Weggehen, Ankommen, Sein

Anfang des Monats bin ich nach Berlin gezogen. Vorher lebte ich lange in Kassel – sehr lange. Und ich hatte zwar manchmal das Gefühl, ich müsste fort, um mich weiterzuentwickeln, aber ich habe es nicht gemacht. Ich war zwar gerne und viel unterwegs, habe Leute besucht in anderen Städten, bin auf Konzerte gefahren, war jedoch immer noch gebunden an Kassel.

Keine Frage: ich habe sehr vieles erreicht durch meine lange Zeit dort. Ich bin Bandmusiker geworden, bin durch 7 Länder der EU getourt, habe Ballett und Schauspiel ins Opernhaus auf die Bühne gebracht, studiert, gearbeitet, und vieles mehr. Dennoch war es stets ein schönes Gefühl aus der Stadt herauszufahren, und ein nicht so schönes wieder hineinzufahren.

Weggehen, Ankommen, Sein. Weggehen ist schön, Ankommen nicht. Und Sein? Niemals ernsthaft habe ich mir Gedanken über das Sein gemacht. Das Weggehen war stets etwas euphorisches, ein Aufbruch zu neuen Landen, etwas neues lernen, etwas erschaffen, Freude. Das Ankommen bezeichnete stets ein Ende, Stagnation, Pflicht.
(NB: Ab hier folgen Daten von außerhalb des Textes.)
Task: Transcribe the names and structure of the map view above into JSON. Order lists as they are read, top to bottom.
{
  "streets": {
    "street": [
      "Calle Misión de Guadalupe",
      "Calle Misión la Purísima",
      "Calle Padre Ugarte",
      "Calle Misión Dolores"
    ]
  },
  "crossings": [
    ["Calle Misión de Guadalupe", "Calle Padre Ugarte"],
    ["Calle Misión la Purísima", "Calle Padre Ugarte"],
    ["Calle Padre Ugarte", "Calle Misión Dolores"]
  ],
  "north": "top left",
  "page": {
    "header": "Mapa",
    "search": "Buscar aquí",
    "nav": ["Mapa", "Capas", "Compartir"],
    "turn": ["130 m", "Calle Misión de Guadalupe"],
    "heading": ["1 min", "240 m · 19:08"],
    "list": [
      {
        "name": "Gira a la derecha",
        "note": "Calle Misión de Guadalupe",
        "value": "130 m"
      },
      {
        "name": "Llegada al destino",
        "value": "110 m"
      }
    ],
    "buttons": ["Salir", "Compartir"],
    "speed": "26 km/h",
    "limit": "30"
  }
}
Und das Sein war lediglich das Vakuum dazwischen. Das ist nun anders.

Nach vielen Jahren habe ich gelernt, dass das Sein etwas ist, was die Wechsel zwischen Weggehen und Ankommen überhaupt ermöglicht. Das Weggehen als Beginn einer Reise, das Ankommen als Ende einer Reise, und das Sein jeweils zwischen Weggehen und Ankommen, und zwischen Ankommen und Weggehen, der Übergang zwischen sehr intensiven Momenten. Diese intensiven Momente sind jene, die Euphorie mitbringen, Trauer, Freude, Niedergeschlagenheit, und all die Emotionen, an die wir uns so gut erinnern können. Und dazwischen ist es meist still: der handwerkliche Schaffensprozess, der unsere ganze Aufmerksamkeit fordert, unser ganzes Können, und die Bereitschaft jeden Moment als Gelegenheit für Wachstum zuzulassen, ist zwischen dem Weggehen und dem Ankommen. Und das Loslassen von Vergangenem, das Hinterfragen von Gewohnheiten, das Neuorientieren, das Durchatmen, und das Wachsen durch Integration, ist zwischen dem Ankommen und dem Weggehen. Letzteres ist in der westlichen Gesellschaft viel weniger akzeptiert und gelernt, als ersteres. Doch das kann sich bald ändern.

Das ist für mich so gewesen. Gesehen habe ich häufig auch, dass das Ankommen zu etwas Euphorischem wurde, das Weggehen zu etwas Ärgerlichem. Ein Beginn, der Anstrengung verkündet, aber keine Freude, und ein Ende, welches Raum für Freude suggeriert, aber diese stets zu erzwingen versucht. Damit wird das Sein in beiden Fällen zu etwas Mühevollem, und nur der kurze Moment des Ankommens bleibt übrig für ein wenig Kindlichkeit. Insofern schätze ich mich glücklich, dass ich nun entdecke und erfahre, wie das Sein nach dem Ankommen bereichern kann, das Weggehen und das Ankommen gleich schön sein können, und das Sein zwischen Weggehen und Ankommen dadurch viel mehr Freude bereitet, und mehr Raum hat, um zu schaffen.

Ich will nicht behaupten, dass es immer diese 4 Phasen zu beachten gilt. Es könnten auch mehr sein. Für mich ist da auch viel Symbolisches mit drin. Es ist eine Faustregel, die mehr Bewusstsein schaffen soll. Weggehen: die Grundsteinlegung von etwas Neuem zelebrieren. Sein: das Neue erforschen, formen, verändern, gestalten, erweitern und verbreiten. Ankommen: das Neue sein lassen, die Geburt zelebrieren, die den eigenen Tod bedeutet, tiefes Vertrauen empfangen. Sein: Platz für Neues schaffen, im Strom des Lebens fließen, den Blick erweitern, und alles für gut befinden. Und dann kann es wieder von vorn losgehen.

Das Leben hat nur dann ein Ende, wenn wir beschließen „endlich“ ankommen zu wollen, oder das Ankommen für immer vermeiden zu wollen. Lasst uns ewig leben!